_What is being asked_
Reproduce exactly, with no other output, every line of the data below from the line containing "M0,244c67,-59 141,-108 216,-155" to the end, inclusive.

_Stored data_
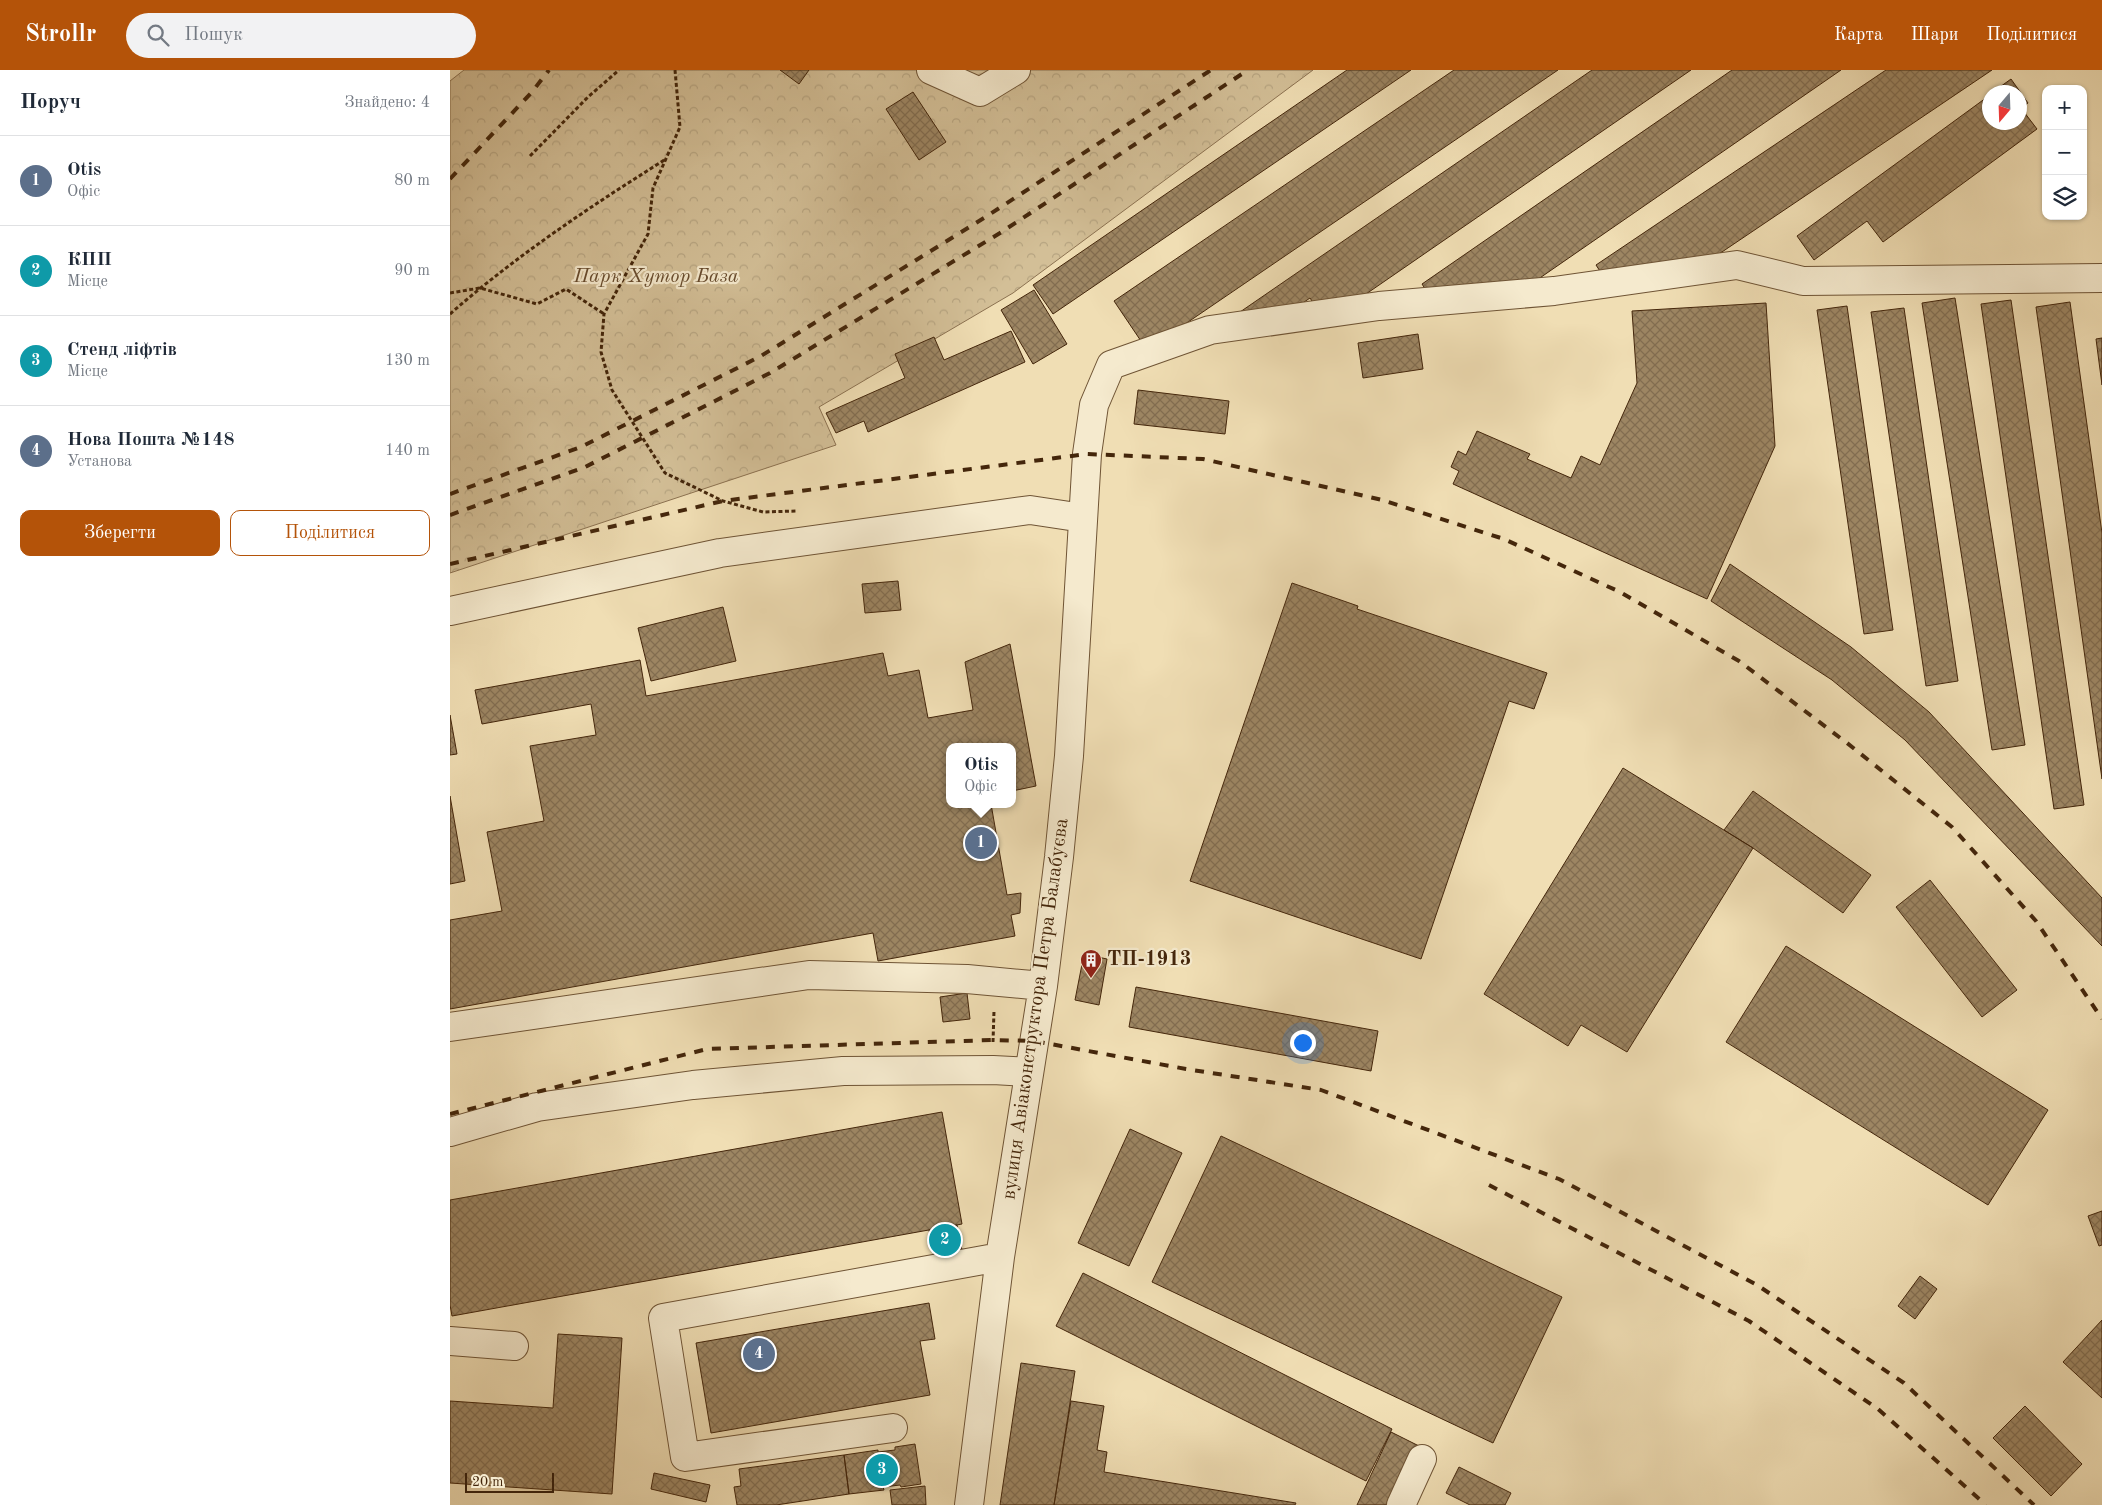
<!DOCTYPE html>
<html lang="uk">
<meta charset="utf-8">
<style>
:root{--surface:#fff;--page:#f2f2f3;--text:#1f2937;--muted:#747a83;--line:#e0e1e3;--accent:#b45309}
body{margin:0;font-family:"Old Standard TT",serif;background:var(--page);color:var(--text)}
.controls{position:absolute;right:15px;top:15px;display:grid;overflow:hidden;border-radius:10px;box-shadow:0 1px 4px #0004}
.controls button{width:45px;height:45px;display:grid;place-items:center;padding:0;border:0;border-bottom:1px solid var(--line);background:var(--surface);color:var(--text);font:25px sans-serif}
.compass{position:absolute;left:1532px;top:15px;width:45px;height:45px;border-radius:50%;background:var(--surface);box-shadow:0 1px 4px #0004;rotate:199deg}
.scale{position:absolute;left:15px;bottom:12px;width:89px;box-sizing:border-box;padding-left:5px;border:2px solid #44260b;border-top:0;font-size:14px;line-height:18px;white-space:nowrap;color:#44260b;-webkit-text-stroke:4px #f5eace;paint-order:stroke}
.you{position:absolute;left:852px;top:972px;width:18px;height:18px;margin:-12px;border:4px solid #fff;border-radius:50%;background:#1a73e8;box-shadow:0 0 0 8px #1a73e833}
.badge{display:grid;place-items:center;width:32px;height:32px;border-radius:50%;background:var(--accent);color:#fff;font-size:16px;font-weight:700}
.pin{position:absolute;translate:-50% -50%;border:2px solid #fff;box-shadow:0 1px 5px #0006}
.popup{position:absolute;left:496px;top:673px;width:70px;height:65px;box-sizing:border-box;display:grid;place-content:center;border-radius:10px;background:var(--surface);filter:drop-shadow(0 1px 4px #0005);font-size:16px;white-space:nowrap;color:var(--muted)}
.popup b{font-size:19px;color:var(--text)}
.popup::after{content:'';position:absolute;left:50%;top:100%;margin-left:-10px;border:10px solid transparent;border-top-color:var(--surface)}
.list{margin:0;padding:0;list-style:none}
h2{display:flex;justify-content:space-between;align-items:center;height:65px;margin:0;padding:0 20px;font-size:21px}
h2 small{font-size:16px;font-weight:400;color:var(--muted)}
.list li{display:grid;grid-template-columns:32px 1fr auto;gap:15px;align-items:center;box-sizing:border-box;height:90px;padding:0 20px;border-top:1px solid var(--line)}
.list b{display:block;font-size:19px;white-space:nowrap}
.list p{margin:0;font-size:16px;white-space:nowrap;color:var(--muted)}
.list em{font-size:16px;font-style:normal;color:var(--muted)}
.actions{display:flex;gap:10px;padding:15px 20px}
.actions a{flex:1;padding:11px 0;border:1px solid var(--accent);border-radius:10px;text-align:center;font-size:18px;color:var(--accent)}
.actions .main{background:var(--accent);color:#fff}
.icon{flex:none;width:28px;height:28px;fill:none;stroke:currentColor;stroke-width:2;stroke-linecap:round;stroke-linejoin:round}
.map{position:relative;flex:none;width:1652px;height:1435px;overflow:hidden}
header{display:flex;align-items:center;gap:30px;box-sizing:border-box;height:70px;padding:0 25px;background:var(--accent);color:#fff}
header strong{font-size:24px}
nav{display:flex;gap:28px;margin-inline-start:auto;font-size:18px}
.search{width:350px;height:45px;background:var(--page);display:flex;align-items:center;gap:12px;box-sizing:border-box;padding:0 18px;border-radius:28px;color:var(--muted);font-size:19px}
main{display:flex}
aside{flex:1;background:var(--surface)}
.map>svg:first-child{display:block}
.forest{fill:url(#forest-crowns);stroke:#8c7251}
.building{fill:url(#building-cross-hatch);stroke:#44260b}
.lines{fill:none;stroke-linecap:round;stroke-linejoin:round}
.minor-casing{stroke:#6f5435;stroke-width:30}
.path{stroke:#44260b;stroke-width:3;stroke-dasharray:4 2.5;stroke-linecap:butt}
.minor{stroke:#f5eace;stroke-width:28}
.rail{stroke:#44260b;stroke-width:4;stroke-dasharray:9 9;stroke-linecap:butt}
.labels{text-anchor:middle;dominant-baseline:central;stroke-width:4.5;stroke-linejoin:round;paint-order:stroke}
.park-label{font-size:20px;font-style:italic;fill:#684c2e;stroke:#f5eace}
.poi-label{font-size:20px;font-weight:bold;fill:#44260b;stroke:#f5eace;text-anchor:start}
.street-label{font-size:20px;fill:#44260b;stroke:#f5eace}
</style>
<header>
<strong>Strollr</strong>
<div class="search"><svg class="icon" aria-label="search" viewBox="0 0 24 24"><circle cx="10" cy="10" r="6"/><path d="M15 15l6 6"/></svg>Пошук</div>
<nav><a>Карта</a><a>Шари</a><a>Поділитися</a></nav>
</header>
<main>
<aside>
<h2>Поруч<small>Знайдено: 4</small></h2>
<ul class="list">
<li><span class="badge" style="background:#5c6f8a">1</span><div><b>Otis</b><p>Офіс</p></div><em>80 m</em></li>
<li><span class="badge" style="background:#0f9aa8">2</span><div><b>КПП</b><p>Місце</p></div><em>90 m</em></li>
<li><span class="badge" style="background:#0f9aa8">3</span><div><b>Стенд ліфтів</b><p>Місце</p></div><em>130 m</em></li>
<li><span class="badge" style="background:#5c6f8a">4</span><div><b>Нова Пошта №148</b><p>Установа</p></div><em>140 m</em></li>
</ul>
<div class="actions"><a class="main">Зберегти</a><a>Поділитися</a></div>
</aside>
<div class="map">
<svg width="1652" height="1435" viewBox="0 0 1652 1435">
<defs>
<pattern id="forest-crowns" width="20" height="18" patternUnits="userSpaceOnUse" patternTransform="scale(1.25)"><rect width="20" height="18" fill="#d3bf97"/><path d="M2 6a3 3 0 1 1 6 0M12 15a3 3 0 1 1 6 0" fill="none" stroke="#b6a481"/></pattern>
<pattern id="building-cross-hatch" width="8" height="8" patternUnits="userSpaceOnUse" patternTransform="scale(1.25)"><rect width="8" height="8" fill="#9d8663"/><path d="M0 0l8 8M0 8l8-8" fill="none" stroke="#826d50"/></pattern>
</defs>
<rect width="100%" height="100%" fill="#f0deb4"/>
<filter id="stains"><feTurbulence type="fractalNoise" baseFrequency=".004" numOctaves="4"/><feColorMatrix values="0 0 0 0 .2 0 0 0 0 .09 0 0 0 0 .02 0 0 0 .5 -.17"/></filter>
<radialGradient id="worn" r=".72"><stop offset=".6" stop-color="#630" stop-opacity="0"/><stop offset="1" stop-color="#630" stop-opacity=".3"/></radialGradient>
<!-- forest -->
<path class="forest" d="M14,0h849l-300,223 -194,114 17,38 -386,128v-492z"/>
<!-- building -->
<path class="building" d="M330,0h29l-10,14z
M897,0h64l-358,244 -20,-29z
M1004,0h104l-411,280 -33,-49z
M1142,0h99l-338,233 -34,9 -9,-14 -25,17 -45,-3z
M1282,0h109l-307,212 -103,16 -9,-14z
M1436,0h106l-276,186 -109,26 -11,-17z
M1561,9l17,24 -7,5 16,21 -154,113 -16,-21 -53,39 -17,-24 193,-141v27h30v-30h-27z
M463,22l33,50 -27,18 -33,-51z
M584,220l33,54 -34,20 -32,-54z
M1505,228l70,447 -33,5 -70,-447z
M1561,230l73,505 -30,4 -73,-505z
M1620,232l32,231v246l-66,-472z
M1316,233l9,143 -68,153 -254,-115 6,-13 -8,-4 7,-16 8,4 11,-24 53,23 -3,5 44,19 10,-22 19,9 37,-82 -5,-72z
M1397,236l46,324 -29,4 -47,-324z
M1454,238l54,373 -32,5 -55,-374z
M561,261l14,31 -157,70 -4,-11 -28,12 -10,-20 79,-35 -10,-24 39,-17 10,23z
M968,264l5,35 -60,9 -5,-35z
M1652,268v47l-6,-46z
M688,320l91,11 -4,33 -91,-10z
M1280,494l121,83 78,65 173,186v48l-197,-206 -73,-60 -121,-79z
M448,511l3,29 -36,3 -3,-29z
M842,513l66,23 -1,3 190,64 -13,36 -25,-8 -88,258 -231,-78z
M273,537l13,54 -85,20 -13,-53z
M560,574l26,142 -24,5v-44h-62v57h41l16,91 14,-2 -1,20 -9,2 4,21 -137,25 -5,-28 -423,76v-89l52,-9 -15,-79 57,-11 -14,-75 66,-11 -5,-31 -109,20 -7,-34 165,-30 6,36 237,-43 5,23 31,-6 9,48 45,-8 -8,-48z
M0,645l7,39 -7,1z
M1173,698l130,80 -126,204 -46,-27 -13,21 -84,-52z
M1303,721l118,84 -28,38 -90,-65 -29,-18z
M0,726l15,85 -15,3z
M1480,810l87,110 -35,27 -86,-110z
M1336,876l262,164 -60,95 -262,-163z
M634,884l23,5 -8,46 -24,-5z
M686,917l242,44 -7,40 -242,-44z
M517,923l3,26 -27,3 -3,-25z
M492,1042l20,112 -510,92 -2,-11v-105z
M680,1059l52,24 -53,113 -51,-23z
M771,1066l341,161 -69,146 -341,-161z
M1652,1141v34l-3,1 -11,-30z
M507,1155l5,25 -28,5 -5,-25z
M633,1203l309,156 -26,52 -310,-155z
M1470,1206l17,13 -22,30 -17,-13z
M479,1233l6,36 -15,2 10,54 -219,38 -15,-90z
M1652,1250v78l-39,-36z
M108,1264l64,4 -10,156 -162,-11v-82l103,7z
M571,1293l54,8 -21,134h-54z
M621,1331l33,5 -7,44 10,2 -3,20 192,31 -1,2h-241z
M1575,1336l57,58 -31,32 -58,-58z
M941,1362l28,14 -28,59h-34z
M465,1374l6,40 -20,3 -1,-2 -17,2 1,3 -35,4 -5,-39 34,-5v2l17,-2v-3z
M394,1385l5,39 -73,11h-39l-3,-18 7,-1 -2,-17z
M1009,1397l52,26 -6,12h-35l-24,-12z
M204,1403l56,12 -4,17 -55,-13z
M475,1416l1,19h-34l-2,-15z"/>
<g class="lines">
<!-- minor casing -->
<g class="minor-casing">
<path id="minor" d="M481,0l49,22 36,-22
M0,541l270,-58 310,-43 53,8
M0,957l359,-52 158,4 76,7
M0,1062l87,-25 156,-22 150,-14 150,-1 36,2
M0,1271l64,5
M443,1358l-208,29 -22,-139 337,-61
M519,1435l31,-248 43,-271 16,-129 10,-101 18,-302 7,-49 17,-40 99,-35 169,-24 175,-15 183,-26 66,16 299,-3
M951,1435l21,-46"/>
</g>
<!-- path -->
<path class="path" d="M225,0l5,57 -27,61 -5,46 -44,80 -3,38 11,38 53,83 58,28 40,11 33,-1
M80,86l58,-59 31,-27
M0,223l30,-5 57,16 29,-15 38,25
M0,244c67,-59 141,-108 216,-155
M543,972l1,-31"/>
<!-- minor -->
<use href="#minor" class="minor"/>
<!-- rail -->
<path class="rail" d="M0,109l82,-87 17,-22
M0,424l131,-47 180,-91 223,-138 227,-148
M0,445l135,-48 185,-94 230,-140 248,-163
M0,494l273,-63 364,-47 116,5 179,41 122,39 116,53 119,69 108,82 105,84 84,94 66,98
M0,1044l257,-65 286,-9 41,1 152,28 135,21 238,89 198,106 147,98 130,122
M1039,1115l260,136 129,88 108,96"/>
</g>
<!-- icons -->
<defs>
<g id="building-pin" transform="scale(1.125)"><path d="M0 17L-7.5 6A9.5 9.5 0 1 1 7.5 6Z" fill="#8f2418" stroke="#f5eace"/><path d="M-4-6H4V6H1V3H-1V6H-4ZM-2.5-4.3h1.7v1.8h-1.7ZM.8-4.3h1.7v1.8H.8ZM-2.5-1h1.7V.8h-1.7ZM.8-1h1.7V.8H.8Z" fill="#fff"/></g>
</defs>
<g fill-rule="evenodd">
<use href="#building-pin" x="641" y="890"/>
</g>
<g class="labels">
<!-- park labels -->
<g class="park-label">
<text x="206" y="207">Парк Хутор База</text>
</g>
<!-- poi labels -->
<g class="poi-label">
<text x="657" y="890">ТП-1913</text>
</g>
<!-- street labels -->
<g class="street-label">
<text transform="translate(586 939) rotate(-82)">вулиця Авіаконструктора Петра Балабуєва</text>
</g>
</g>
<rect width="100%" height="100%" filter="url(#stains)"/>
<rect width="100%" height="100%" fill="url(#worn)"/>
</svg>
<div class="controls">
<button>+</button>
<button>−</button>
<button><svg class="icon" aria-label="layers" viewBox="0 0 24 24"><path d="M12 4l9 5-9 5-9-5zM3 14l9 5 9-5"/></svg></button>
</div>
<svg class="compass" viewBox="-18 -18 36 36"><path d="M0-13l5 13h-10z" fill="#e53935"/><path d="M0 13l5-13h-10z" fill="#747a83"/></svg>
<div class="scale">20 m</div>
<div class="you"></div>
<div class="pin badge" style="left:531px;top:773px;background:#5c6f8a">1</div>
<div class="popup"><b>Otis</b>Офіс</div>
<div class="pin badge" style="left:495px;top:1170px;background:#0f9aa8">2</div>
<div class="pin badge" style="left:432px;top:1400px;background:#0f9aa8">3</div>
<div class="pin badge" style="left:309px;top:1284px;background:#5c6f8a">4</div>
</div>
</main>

_Exercise response_
M0,244c67,-59 141,-108 216,-155
M543,972l1,-31"/>
<!-- minor -->
<use href="#minor" class="minor"/>
<!-- rail -->
<path class="rail" d="M0,109l82,-87 17,-22
M0,424l131,-47 180,-91 223,-138 227,-148
M0,445l135,-48 185,-94 230,-140 248,-163
M0,494l273,-63 364,-47 116,5 179,41 122,39 116,53 119,69 108,82 105,84 84,94 66,98
M0,1044l257,-65 286,-9 41,1 152,28 135,21 238,89 198,106 147,98 130,122
M1039,1115l260,136 129,88 108,96"/>
</g>
<!-- icons -->
<defs>
<g id="building-pin" transform="scale(1.125)"><path d="M0 17L-7.5 6A9.5 9.5 0 1 1 7.5 6Z" fill="#8f2418" stroke="#f5eace"/><path d="M-4-6H4V6H1V3H-1V6H-4ZM-2.5-4.3h1.7v1.8h-1.7ZM.8-4.3h1.7v1.8H.8ZM-2.5-1h1.7V.8h-1.7ZM.8-1h1.7V.8H.8Z" fill="#fff"/></g>
</defs>
<g fill-rule="evenodd">
<use href="#building-pin" x="641" y="890"/>
</g>
<g class="labels">
<!-- park labels -->
<g class="park-label">
<text x="206" y="207">Парк Хутор База</text>
</g>
<!-- poi labels -->
<g class="poi-label">
<text x="657" y="890">ТП-1913</text>
</g>
<!-- street labels -->
<g class="street-label">
<text transform="translate(586 939) rotate(-82)">вулиця Авіаконструктора Петра Балабуєва</text>
</g>
</g>
<rect width="100%" height="100%" filter="url(#stains)"/>
<rect width="100%" height="100%" fill="url(#worn)"/>
</svg>
<div class="controls">
<button>+</button>
<button>−</button>
<button><svg class="icon" aria-label="layers" viewBox="0 0 24 24"><path d="M12 4l9 5-9 5-9-5zM3 14l9 5 9-5"/></svg></button>
</div>
<svg class="compass" viewBox="-18 -18 36 36"><path d="M0-13l5 13h-10z" fill="#e53935"/><path d="M0 13l5-13h-10z" fill="#747a83"/></svg>
<div class="scale">20 m</div>
<div class="you"></div>
<div class="pin badge" style="left:531px;top:773px;background:#5c6f8a">1</div>
<div class="popup"><b>Otis</b>Офіс</div>
<div class="pin badge" style="left:495px;top:1170px;background:#0f9aa8">2</div>
<div class="pin badge" style="left:432px;top:1400px;background:#0f9aa8">3</div>
<div class="pin badge" style="left:309px;top:1284px;background:#5c6f8a">4</div>
</div>
</main>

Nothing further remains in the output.